Nonrecourse (Non-recourse, or
Limited Recourse) Stock Loans : Definition

Wikipedia defines nonrecourse debt as follows:

"A nonrecourse debt or non-recourse debt or nonrecourse loan is a secured loan (debt) that is secured by a pledge of collateral, typically real property, but for which the borrower is not personally liable. If the borrower defaults, the lender/issuer can seize the collateral, but the lender's recovery is limited to the collateral. If the property is insufficient to cover the outstanding loan balance (for example, if real estate prices have dropped), the lender is simply out the difference. Thus, non-recourse debt is typically limited to 80% or 90% loan-to-value ratios, so that the property itself provides "overcollateralization" of the loan. A lender of non-recourse debt depends crucially on an accurate assessment of the credit of the borrower, and a sound knowledge of the underlying technical domain as well as financial modeling skills." (Click here for the full nonrecourse debt Wikipedia listing).

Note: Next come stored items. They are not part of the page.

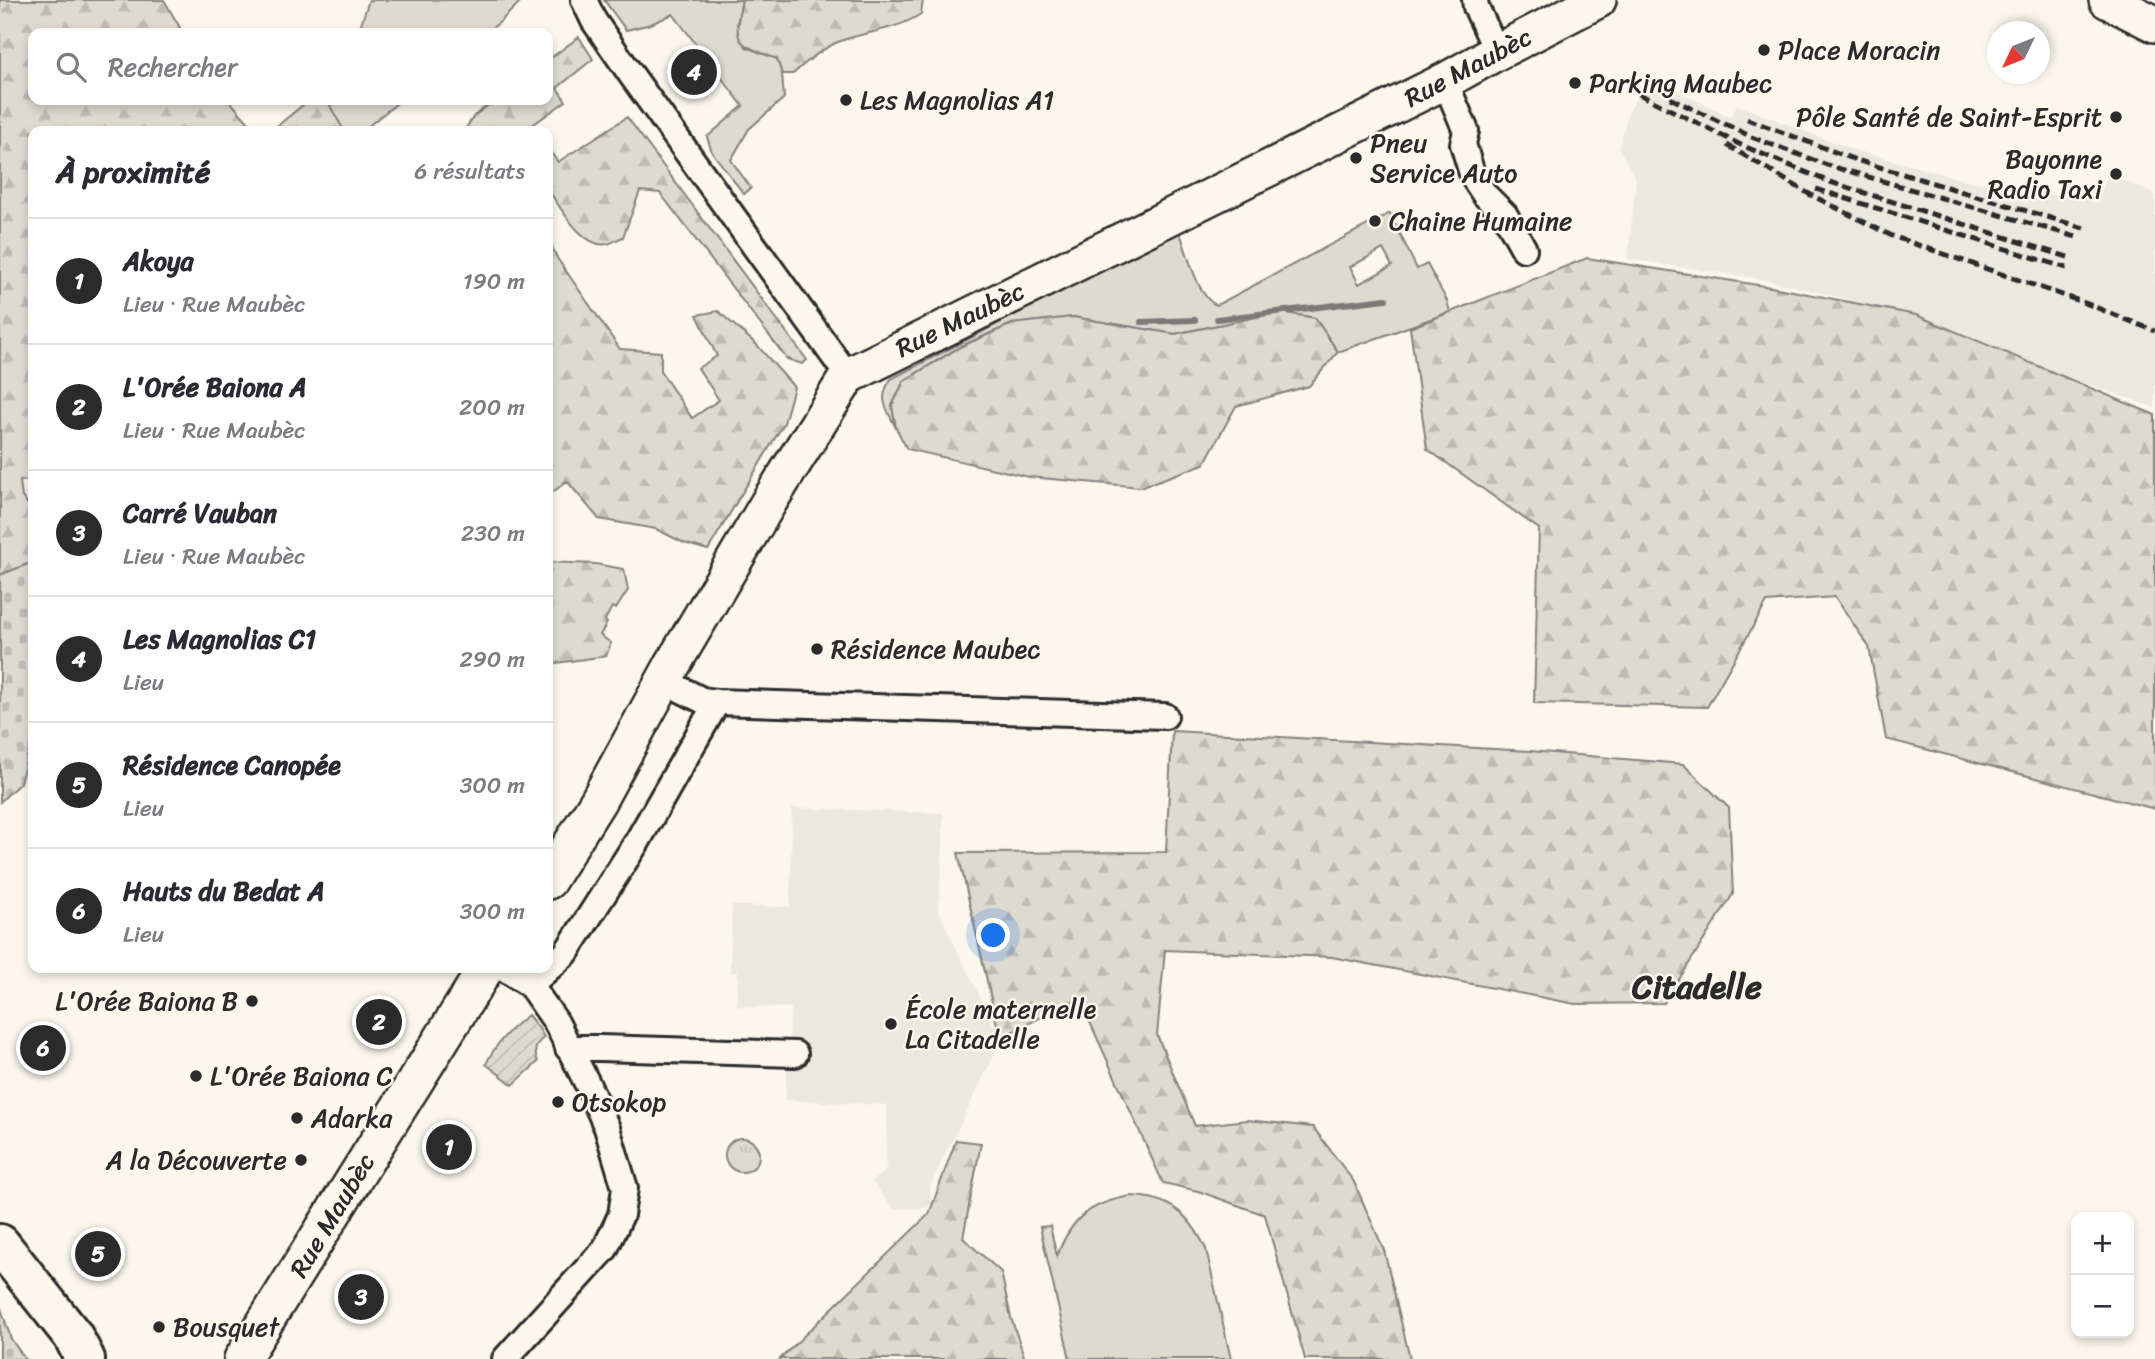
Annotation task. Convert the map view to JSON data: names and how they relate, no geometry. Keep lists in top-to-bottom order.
{
  "streets": {
    "main road": ["Rue Maubèc"]
  },
  "districts": ["Citadelle"],
  "places": [
    "Place Moracin",
    "Parking Maubec",
    "Les Magnolias A1",
    "Pôle Santé de Saint-Esprit",
    "Pneu Service Auto",
    "Bayonne Radio Taxi",
    "Chaine Humaine",
    "Résidence Maubec",
    "L'Orée Baiona B",
    "École maternelle La Citadelle",
    "L'Orée Baiona C",
    "Otsokop",
    "Adarka",
    "A la Découverte",
    "Bousquet"
  ],
  "north": "bottom left",
  "page": {
    "search": "Rechercher",
    "pins": [
      "4",
      "2",
      "6",
      "1",
      "5",
      "3"
    ],
    "heading": ["À proximité", "6 résultats"],
    "list": [
      {
        "mark": "1",
        "name": "Akoya",
        "note": "Lieu · Rue Maubèc",
        "value": "190 m"
      },
      {
        "mark": "2",
        "name": "L'Orée Baiona A",
        "note": "Lieu · Rue Maubèc",
        "value": "200 m"
      },
      {
        "mark": "3",
        "name": "Carré Vauban",
        "note": "Lieu · Rue Maubèc",
        "value": "230 m"
      },
      {
        "mark": "4",
        "name": "Les Magnolias C1",
        "note": "Lieu",
        "value": "290 m"
      },
      {
        "mark": "5",
        "name": "Résidence Canopée",
        "note": "Lieu",
        "value": "300 m"
      },
      {
        "mark": "6",
        "name": "Hauts du Bedat A",
        "note": "Lieu",
        "value": "300 m"
      }
    ],
    "map_buttons": ["+", "−"]
  }
}
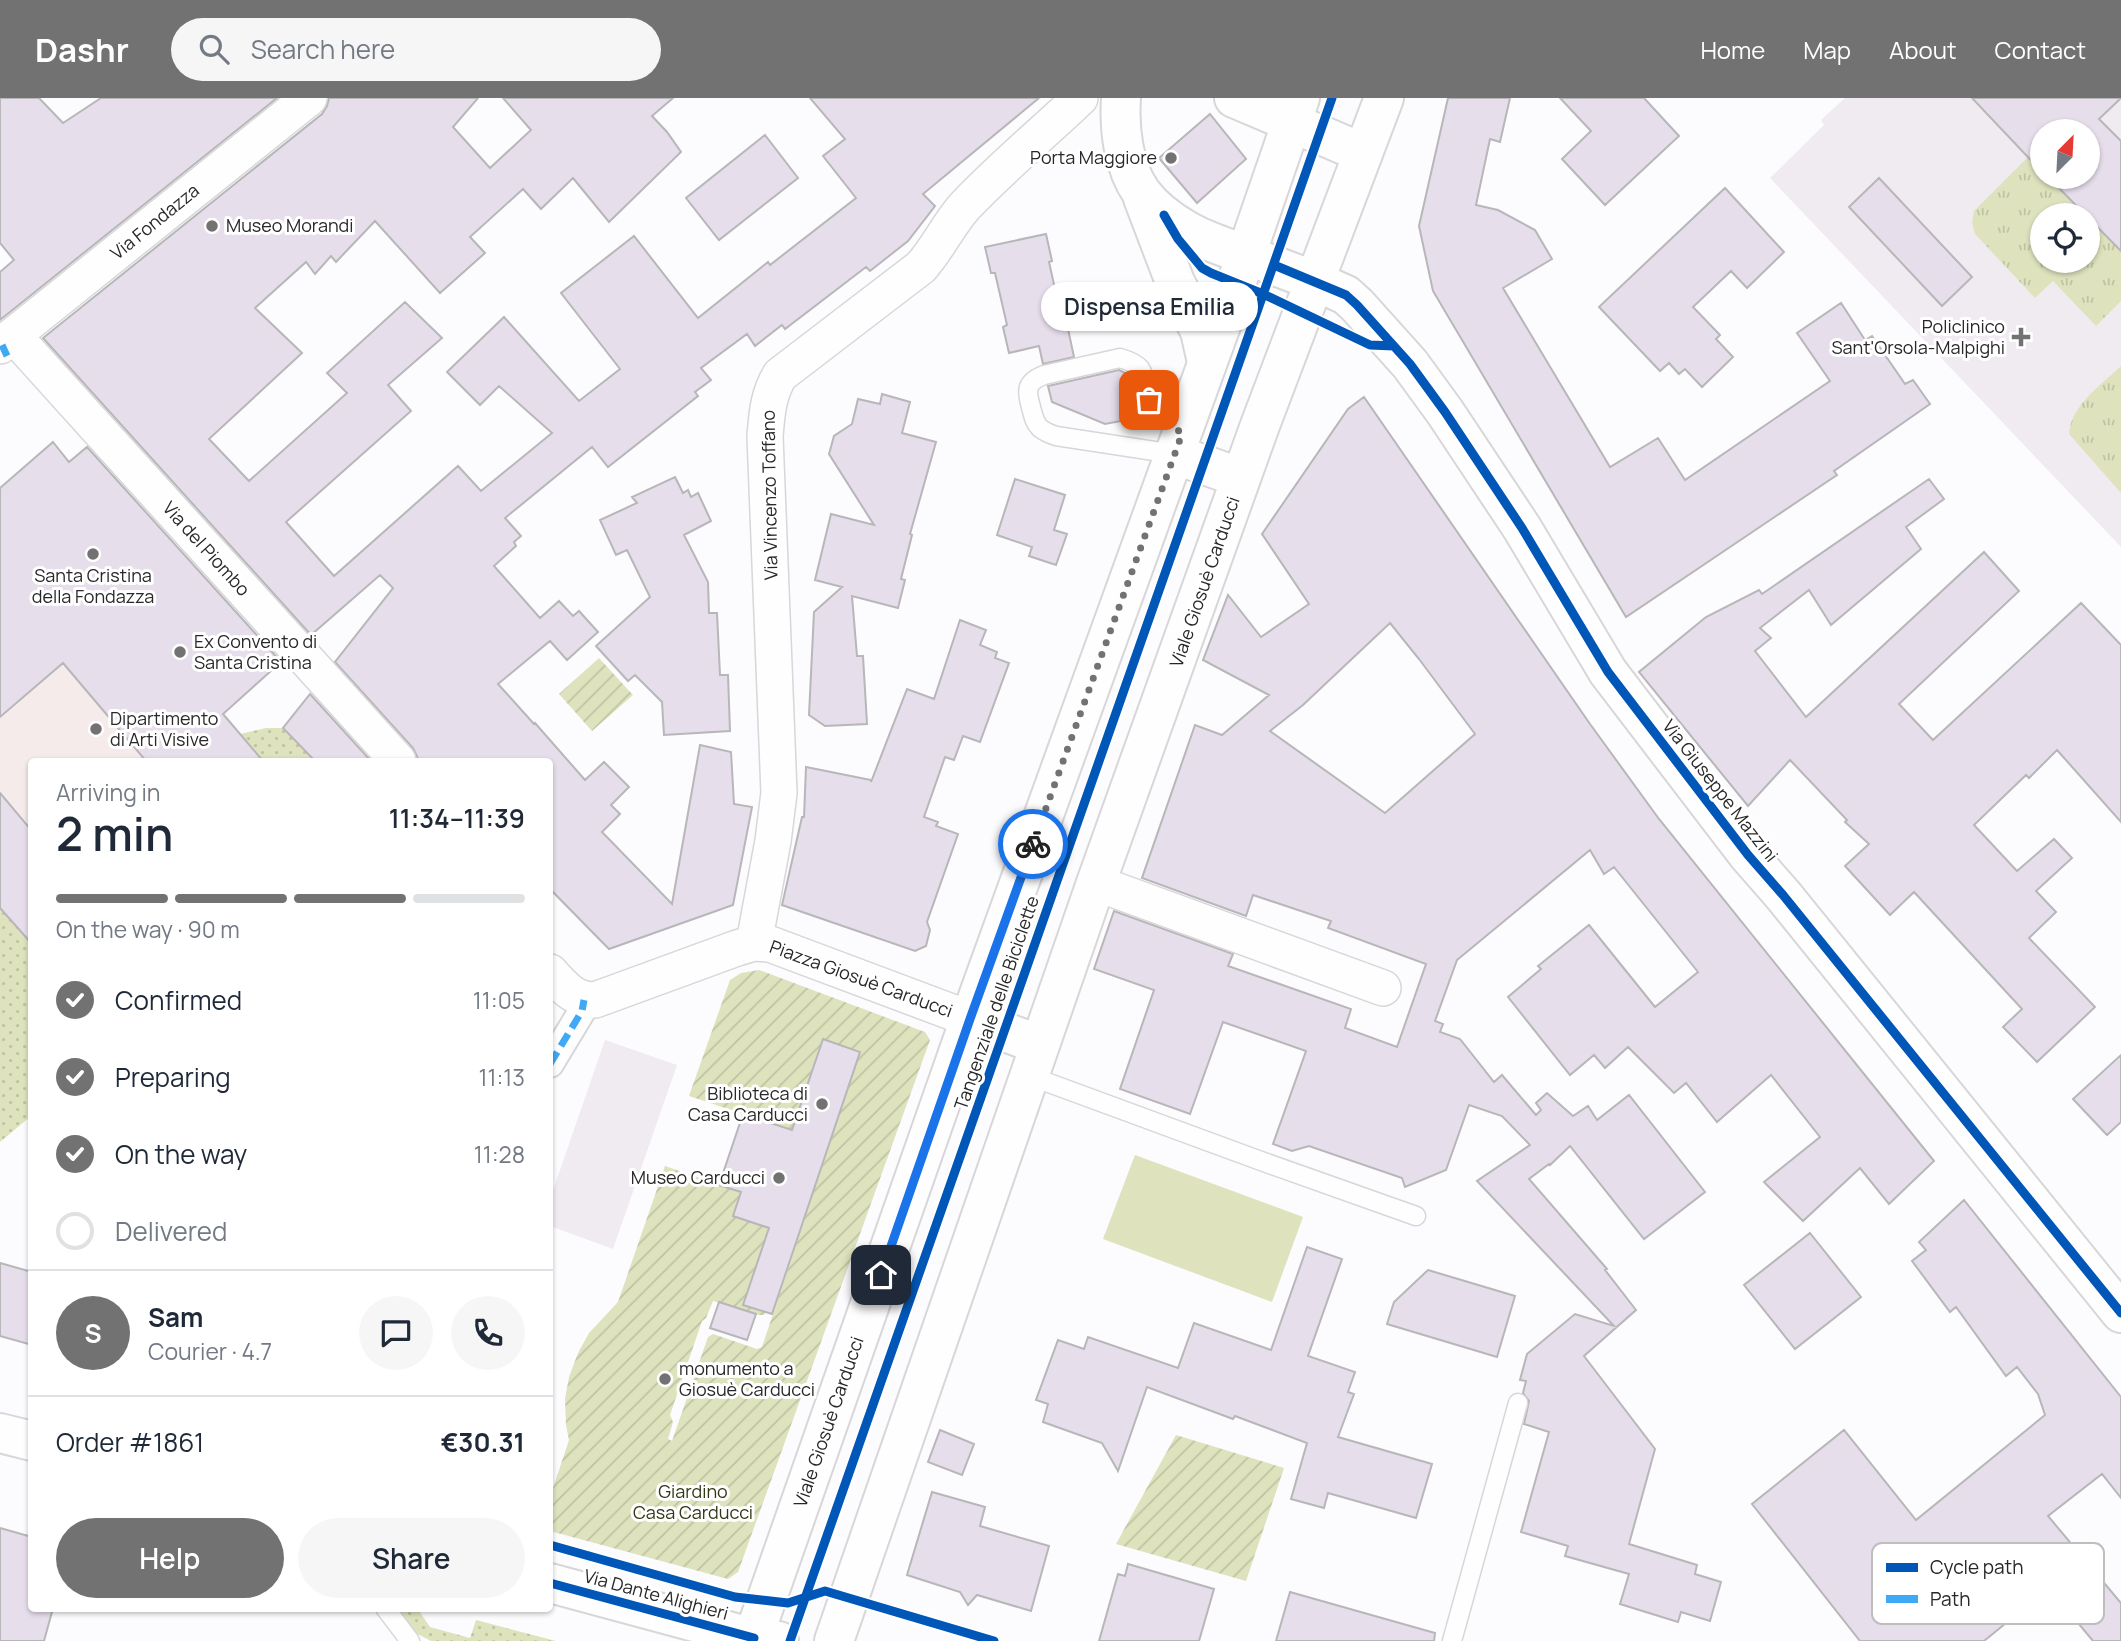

In the hedged portfolio stock loan business, a nonrecourse stock loan is one in which the client's liability in loan default is limited to the collateral stocks securing the loan, regardless of how low in value the portfolio may fall. The portfolio converts to ownership by the lender in default, and must act as full satisfaction of the loan term. The lender may not come after the borrower for any other of his/her assets.

In the case of HedgeLender stock loans, all transactions are nonrecourse, and none are reported to credit bureaus.